I’m not sure the same runoff crowds will drip into Afonso Poyart’s Solace. This telekinesis/serial-killer thriller is so relentlessly somber and uninspired that even the final act twist involving a well-known face rings hollow in the service of a script that needlessly shows us how smart it is while the actors on-screen seem to be holding back their own boredom. That’s not a good combination for either counter programming or “b” movie curiosity.

The one positive thing about Solace is Anthony Hopkins as John Clancy, the retired doctor-cum-foreseer enlisted by his old FBI pal Joe (Jeffrey Dean Morgan) to help them catch a serial killer. With no specific correlation between victims besides the unobtrusive puncture wound at the base of the skull, Joe and partner Cowles (Abbie Cornish) reluctantly seek his outside help.

Saddled with a sob backstory and emitting only the stately presence we’re used to seeing from veteran actor Hopkins, he gives the film an anchor of reality, even if he happens to be someone who can see the future by simply brushing up against people or focusing on a multitude of possible outcomes by looking around the room. It’s preposterous, but he somehow sells the idea.

Less involving is the straightforward narrative of this incongruous stable of people tracking the highly elusive killer, prone to leaving taunting notes, such as the exact time they’ll walk into a murder scene or prerecording his own conversation to be projected onto a wall when the cops get too close. Only in movies such as this does the killer work so aggressively and precisely to chart and tease every move. It almost becomes exhaustive watching the intricate cat and mouse game established by a screenplay that overwrites every single action from motivation to three act structure.

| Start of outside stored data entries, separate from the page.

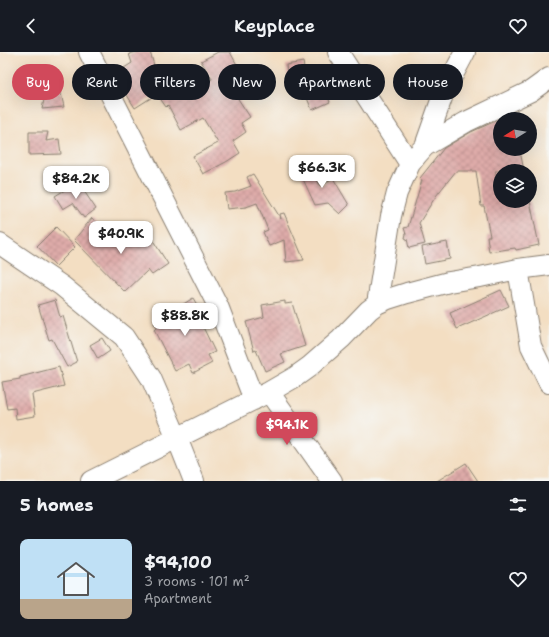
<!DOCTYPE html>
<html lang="en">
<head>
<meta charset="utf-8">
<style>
	:root { --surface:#171b24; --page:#20242c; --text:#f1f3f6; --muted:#9ea1a6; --line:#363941; --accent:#d1495b }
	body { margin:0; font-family:"Shantell Sans",sans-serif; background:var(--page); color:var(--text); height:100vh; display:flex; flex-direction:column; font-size:15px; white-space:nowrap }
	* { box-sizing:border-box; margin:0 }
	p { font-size:13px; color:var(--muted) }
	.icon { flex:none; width:22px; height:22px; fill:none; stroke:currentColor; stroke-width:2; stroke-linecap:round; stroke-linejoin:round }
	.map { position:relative; height:429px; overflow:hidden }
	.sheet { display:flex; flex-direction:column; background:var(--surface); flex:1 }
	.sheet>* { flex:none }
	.hud { position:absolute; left:12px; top:12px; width:525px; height:36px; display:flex; gap:8px }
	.needle { width:26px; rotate:259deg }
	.fabs { position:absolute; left:493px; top:60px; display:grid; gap:8px }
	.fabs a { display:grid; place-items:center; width:44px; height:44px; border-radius:50%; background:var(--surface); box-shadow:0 4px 16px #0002; font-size:20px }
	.price { position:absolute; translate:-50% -34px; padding:0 9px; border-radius:8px; background:#fff; color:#222; font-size:13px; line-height:26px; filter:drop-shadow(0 1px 2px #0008) }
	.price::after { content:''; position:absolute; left:50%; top:24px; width:12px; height:9px; margin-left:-6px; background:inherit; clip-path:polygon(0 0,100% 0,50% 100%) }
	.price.selected { background:var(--accent); color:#fff }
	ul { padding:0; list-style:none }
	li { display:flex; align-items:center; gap:12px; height:100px; padding:0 20px }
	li+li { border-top:1px solid var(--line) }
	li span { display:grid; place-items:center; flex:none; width:112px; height:80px; border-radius:8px; color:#555 }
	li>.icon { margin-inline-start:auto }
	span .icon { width:48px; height:48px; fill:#fffc; stroke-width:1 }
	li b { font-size:17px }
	h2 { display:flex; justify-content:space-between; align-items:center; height:48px; padding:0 20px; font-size:17px }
	.tag { padding:0 14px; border-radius:18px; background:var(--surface); box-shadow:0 4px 16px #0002; font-size:14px; line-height:36px }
	.tag.selected { background:var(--accent); color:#fff }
	header { display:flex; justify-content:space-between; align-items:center; height:52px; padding:0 20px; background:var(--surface); font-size:18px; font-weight:600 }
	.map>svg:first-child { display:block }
	.building { fill:url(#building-cross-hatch) }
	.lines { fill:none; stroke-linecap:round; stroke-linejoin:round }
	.minor-casing { stroke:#887d6f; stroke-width:22 }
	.minor { stroke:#fff; stroke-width:20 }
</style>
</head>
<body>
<header><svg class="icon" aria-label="back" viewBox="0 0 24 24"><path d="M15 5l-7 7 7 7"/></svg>Keyplace<svg class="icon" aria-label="heart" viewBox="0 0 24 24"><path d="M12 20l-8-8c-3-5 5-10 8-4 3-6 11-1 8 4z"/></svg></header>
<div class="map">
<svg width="549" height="429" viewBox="0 0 549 429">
	<defs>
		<pattern id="building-cross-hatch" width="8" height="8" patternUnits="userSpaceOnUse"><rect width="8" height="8" fill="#deaba9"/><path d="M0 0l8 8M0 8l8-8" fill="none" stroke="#be9391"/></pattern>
	</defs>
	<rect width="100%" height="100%" fill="#f6f6f2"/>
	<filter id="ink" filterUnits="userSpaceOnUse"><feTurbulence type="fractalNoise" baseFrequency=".025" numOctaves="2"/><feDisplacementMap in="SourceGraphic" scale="8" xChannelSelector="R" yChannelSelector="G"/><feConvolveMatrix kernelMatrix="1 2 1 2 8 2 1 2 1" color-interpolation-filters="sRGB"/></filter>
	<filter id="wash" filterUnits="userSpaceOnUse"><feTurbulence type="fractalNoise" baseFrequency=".012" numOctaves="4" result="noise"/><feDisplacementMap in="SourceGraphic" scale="16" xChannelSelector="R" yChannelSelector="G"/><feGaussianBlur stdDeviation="0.9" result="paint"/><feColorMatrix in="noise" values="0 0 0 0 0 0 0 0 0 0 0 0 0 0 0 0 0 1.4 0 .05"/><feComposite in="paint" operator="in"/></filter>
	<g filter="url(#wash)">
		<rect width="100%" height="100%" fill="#f3dec2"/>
		<g id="blocks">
			<!-- building -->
			<path class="building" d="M137,0H150L157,23L164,18L184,45L212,27L201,9L218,0H230L242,22L227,30L250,65L241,71L246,80L233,89L240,101L226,110L203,122L193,104L218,91L203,66L181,78L168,53L166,55L157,42L135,56L119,30L129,24L124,16L132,11L129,2Z
				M303,10L306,27L288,30L286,13Z
				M320,27L330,50L312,58L302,34Z
				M59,32L64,55L42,57L47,34Z
				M500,67V97H510L512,100L520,99L524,119H495L500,144V149H530L539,193L516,198L515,196L489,200L487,184H490L484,154H481L476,119H456L436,144L419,171L425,192L409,196L407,187L405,186L406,182L404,176L408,175L422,128L420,126L444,96L471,80Z
				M29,80H48L46,89L59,87L61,102L29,103Z
				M308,107L320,134L333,126L349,153L340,162L328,151L315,153L296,112Z
				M253,122L281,167L280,162L284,161L304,208L286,210L284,188L269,194L263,180L268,178L257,151L246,155L227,157L225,141L235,140L251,134L247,125Z
				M78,130L96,157L84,166L73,151L63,157L55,144Z
				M92,166L120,195L147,179L168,212L152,223L148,218L125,240L74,188Z
				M56,175L75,195L56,214L37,194Z
				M447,190L450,207L425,212L422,195Z
				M501,238L509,254L457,277L450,261Z
				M193,246L207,270L202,273L215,300L208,303L212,311L193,321L189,312L175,319L154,278L157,275L154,271Z
				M55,248L60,265L63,264L77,310L67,315L52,287L49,288L38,253Z
				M285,249V252L292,251L305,294L281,302L285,310L265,319L256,298L254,299L246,270L264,265L262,253Z
				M102,286L110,299L98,307L90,293Z
				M59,315L64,334L32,342L35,364L16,367L15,356L7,357L2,330L20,327V325Z
				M466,411L478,429H437Z"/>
		</g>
	</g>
	<g filter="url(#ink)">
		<use href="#blocks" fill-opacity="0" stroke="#887d6f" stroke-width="1"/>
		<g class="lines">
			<defs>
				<path id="minor" d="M89,0L218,254L254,348
					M338,0L410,112
					M425,94L444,40L465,0
					M0,192L62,234L124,285L151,326L177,386L194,429
					M518,217L531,294L549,331
					M377,252L391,164L397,141L410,112L417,103L425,94L466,70L531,39L549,26
					M269,340L332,429
					M91,429L269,340L295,325L309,315L341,287L369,258L377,252L388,247L407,241L449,230L480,225L518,217L549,213"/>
			</defs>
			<!-- minor casing -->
			<use href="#minor" class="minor-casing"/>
			<!-- minor -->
			<use href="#minor" class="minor"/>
		</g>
	</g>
</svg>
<div class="fabs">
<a><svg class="needle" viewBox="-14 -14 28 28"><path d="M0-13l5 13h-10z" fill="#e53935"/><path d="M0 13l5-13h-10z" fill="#9ea1a6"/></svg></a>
<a><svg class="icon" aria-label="layers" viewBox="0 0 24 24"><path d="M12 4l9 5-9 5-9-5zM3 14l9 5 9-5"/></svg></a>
</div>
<b class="price" style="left:322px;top:137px">$66.3K</b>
<b class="price" style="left:76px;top:148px">$84.2K</b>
<b class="price" style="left:121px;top:203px">$40.9K</b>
<b class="price" style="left:185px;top:285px">$88.8K</b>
<b class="price selected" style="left:287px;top:394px">$94.1K</b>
<div class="hud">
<a class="tag selected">Buy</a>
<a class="tag">Rent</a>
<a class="tag">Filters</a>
<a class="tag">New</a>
<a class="tag">Apartment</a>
<a class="tag">House</a>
</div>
</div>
<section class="sheet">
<h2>5 homes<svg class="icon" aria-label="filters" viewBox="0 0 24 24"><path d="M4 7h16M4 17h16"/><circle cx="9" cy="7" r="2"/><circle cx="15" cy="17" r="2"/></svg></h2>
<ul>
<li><span style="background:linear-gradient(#bfe0f5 75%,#b9a48a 0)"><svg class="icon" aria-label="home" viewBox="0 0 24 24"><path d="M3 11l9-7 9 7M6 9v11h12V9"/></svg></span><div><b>$94,100</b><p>3 rooms · 101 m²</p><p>Apartment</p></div><svg class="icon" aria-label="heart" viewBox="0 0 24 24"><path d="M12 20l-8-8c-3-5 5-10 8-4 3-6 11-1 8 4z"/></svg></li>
</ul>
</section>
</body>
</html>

Outside of the plot schematics, even more hurdles arise when Cowles, an intelligent FBI profiler herself, clashes with the metaphysical nature of Clancy’s abilities. Not only is their philosophical idea about the nature of criminals starkly different, but Clancy allows himself one good linguistic potshot just as their relationship begins. Their banter, early on, promises more than is delivered.

Replete with the usual red herrings, personal conflicts and sharp one-liners about a woman being sexier if she carries a gun, Poyart’s Solace never breaks from the mold of the grim precedents set by filmmakers decades ago, such as Alex Proyas or especially David Fincher. Set primarily at night, in driving rainstorms or in peeling and dilapidated housing tenements and freeway underpasses (in which the film’s most stirring set piece occurs), Solace is a largely unsuccessful thriller pieced together, both visually and thematically, from far superior efforts.

Still, it is good to see Hopkins back on screen. Relegating himself to smaller supporting roles in marginalized films (such as Misconduct with Al Pacino earlier this year), I guess he’s not really following up with his intention to retire, which makes cinema that much more alluring, even if he’s involved with something lackluster such as this.

Solace opens in the Dallas/Fort Worth area on Friday, December 16 at the AMC Mesquite 30 Imax.